- [ASSIGNMENT] Copy each entry as it stands, leaving nothing out.

AVAILABLE DATA section start

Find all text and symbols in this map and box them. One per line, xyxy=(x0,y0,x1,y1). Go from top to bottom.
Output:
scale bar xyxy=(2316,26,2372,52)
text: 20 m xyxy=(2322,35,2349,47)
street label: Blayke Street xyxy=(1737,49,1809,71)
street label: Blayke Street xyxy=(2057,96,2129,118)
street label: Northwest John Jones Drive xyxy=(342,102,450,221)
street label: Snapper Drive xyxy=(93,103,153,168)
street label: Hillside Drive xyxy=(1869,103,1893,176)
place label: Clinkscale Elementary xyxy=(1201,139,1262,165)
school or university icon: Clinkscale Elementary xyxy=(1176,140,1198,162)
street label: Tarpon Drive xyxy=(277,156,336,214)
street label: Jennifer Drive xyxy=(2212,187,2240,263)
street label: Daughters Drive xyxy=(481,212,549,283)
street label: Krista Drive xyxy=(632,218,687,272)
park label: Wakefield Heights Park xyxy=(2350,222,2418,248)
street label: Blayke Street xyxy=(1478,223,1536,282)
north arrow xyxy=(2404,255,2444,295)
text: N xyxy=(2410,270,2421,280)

AVAILABLE DATA section end

- [TASK ANSWER]
Find all text and symbols in this map and box them. One per line, xyxy=(x0,y0,x1,y1). Go from top to bottom.
Output:
scale bar xyxy=(2316,26,2372,52)
text: 20 m xyxy=(2322,35,2349,47)
street label: Blayke Street xyxy=(1737,49,1809,71)
street label: Blayke Street xyxy=(2057,96,2129,118)
street label: Northwest John Jones Drive xyxy=(342,102,450,221)
street label: Snapper Drive xyxy=(93,103,153,168)
street label: Hillside Drive xyxy=(1869,103,1893,176)
place label: Clinkscale Elementary xyxy=(1201,139,1262,165)
school or university icon: Clinkscale Elementary xyxy=(1176,140,1198,162)
street label: Tarpon Drive xyxy=(277,156,336,214)
street label: Jennifer Drive xyxy=(2212,187,2240,263)
street label: Daughters Drive xyxy=(481,212,549,283)
street label: Krista Drive xyxy=(632,218,687,272)
park label: Wakefield Heights Park xyxy=(2350,222,2418,248)
street label: Blayke Street xyxy=(1478,223,1536,282)
north arrow xyxy=(2404,255,2444,295)
text: N xyxy=(2410,270,2421,280)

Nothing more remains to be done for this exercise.